Yes, I understood what you meant. I was trying to get you to reaffirm your concept of 'ground'.
No offense taken. I sometimes get frustrated when I am looking for intelligent dialog on a specific issue and get general comments or restating the question as a statement instead of adding to the discussion. I would much rather have someone tell me I'm a fool, and then tell me why, than tell me the problem is the same if looked at it from a different angle.
One solution to the problem was not to try to reference the voltage from ground but from a point half way between the supply and ground. With that answer and a voltage divider I have a workable solution.
As always, there are other solutions, but this one is simple and should work. I need to look at what will happen if my voltage still goes negative or above the supply voltage. It could go over +/- 2.5 V, in the example, if the current exceeds 2.5 A. Do I want to clamp that with production diodes? Which is more forgiving, the input to the micro or the input to the OpAmp/Buffer. Maybe one or both have some level of input protection built in.

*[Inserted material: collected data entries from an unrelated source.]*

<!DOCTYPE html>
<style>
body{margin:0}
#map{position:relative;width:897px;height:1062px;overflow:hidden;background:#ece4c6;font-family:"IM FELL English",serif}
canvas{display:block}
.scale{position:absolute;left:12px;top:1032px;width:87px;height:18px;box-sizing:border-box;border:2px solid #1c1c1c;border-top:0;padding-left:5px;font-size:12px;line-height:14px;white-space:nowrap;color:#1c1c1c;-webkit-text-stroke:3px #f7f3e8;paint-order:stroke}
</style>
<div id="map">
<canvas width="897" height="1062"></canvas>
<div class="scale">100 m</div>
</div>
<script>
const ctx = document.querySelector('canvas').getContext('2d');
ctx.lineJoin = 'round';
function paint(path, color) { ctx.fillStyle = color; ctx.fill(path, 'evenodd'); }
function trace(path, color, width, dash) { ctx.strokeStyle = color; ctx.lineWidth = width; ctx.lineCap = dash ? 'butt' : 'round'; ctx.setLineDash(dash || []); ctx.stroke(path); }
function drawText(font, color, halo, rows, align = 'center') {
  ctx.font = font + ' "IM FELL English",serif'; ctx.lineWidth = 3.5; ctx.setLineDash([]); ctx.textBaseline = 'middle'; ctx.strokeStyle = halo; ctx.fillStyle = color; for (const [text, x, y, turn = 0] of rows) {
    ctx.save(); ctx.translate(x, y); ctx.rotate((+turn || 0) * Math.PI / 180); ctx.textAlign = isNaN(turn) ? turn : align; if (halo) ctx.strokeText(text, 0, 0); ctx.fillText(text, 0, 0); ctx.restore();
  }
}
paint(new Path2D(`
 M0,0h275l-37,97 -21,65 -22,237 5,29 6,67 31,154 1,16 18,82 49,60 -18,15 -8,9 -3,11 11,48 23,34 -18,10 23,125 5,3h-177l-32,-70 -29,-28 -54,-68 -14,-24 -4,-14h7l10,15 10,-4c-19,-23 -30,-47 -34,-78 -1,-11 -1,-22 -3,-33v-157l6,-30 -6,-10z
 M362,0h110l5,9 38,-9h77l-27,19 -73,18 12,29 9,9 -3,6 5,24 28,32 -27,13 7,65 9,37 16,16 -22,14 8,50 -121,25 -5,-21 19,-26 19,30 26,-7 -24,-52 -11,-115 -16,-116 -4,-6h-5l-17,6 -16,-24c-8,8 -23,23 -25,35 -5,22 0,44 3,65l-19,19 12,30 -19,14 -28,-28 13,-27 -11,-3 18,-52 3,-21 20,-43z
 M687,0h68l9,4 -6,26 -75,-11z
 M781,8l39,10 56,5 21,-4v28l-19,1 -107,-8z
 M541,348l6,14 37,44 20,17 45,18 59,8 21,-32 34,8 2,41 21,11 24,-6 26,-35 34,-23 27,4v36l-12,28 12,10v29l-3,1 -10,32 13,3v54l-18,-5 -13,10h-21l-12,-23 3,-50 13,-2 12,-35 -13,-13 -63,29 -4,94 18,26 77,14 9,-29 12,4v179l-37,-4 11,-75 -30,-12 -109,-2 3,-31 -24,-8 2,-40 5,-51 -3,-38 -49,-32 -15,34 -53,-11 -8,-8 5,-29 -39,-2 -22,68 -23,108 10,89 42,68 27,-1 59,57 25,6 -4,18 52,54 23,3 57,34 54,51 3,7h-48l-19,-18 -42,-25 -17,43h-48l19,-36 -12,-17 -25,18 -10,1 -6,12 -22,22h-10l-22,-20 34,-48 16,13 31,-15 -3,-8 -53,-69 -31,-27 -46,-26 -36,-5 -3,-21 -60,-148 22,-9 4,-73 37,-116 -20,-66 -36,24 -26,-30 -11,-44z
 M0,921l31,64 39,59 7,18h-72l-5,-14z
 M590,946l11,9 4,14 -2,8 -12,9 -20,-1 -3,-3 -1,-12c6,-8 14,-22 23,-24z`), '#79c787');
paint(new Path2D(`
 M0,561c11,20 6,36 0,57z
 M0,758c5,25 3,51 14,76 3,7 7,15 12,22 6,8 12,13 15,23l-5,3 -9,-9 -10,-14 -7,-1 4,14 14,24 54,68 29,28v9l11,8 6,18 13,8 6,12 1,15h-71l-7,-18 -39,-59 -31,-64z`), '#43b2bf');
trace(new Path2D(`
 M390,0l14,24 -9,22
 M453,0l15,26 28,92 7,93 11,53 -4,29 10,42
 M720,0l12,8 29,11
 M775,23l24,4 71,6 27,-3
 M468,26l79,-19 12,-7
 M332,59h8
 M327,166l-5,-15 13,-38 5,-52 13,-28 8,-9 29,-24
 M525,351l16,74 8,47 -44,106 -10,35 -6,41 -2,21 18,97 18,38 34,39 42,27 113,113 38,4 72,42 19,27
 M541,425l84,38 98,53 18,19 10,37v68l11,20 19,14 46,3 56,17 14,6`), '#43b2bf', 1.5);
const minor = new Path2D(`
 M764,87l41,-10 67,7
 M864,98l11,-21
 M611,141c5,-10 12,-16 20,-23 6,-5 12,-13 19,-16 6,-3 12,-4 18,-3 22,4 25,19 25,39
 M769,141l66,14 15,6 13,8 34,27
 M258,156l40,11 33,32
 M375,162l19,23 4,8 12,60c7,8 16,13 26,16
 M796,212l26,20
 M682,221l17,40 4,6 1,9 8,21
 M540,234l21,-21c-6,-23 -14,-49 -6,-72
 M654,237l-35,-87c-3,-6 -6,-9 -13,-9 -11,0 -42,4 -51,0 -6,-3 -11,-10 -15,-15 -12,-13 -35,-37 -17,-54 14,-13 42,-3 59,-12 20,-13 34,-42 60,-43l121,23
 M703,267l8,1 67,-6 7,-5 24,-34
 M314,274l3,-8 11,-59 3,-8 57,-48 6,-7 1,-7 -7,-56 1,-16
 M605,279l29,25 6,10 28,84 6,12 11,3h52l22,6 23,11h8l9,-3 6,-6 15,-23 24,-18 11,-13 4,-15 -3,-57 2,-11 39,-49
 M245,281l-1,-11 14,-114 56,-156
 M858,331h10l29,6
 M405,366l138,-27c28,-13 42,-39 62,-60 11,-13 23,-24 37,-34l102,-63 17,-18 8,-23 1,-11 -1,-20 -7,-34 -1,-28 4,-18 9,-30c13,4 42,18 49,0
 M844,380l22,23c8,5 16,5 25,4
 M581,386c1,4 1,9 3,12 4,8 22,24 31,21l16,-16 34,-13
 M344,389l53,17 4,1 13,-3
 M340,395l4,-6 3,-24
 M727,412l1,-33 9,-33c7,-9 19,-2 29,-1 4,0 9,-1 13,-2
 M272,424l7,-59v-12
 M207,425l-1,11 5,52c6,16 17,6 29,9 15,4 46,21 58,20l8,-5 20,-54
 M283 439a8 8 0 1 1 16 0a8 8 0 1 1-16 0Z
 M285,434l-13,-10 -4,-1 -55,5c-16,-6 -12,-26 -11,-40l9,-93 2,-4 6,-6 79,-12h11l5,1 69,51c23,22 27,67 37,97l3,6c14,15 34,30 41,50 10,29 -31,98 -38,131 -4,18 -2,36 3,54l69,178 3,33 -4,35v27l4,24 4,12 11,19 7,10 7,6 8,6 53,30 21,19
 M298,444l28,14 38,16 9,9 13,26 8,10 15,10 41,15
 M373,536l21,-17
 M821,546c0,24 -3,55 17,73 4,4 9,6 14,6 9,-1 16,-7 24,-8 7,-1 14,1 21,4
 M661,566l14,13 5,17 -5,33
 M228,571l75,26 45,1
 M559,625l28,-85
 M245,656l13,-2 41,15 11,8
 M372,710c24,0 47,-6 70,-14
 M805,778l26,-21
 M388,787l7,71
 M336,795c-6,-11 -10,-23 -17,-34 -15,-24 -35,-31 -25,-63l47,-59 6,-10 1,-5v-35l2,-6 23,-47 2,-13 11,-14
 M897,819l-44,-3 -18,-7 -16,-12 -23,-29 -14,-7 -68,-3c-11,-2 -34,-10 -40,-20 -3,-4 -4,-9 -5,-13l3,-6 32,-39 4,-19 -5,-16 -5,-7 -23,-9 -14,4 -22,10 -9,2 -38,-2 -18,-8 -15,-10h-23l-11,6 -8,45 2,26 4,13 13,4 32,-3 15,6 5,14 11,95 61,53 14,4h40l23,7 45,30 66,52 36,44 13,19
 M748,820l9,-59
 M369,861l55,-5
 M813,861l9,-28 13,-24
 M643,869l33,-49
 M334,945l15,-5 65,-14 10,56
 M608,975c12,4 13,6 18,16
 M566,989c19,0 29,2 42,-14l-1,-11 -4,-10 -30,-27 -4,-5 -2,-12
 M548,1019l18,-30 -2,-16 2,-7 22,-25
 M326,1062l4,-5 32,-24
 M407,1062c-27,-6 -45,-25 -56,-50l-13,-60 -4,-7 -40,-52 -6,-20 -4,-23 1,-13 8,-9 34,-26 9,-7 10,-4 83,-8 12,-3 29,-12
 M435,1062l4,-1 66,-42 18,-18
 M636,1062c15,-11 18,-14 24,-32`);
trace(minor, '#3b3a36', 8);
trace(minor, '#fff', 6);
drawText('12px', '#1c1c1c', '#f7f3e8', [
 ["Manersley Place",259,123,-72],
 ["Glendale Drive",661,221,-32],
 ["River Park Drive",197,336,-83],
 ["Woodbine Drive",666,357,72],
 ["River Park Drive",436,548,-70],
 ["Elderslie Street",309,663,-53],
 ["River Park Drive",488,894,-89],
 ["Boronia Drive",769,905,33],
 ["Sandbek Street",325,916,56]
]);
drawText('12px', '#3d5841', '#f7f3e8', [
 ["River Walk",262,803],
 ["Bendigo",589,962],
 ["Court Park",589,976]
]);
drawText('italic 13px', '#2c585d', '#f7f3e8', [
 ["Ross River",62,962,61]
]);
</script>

Do I loose my protection or my range? I don't think I want to incur the expense of a rail to rail OpAmp to get that last little bit of range. Which, to me, means protect the front-end of my micro with a buffer or get the full range by reading the voltage directly.
I would like to think that the solution is not so obvious that I missing it or that I am the only one thinking about such things.
I didn't look at that diagram. Yes, you've got it right!
I'm glad you saw it. It took me some time to put that together. My CAD is not a good as "Dave CAD".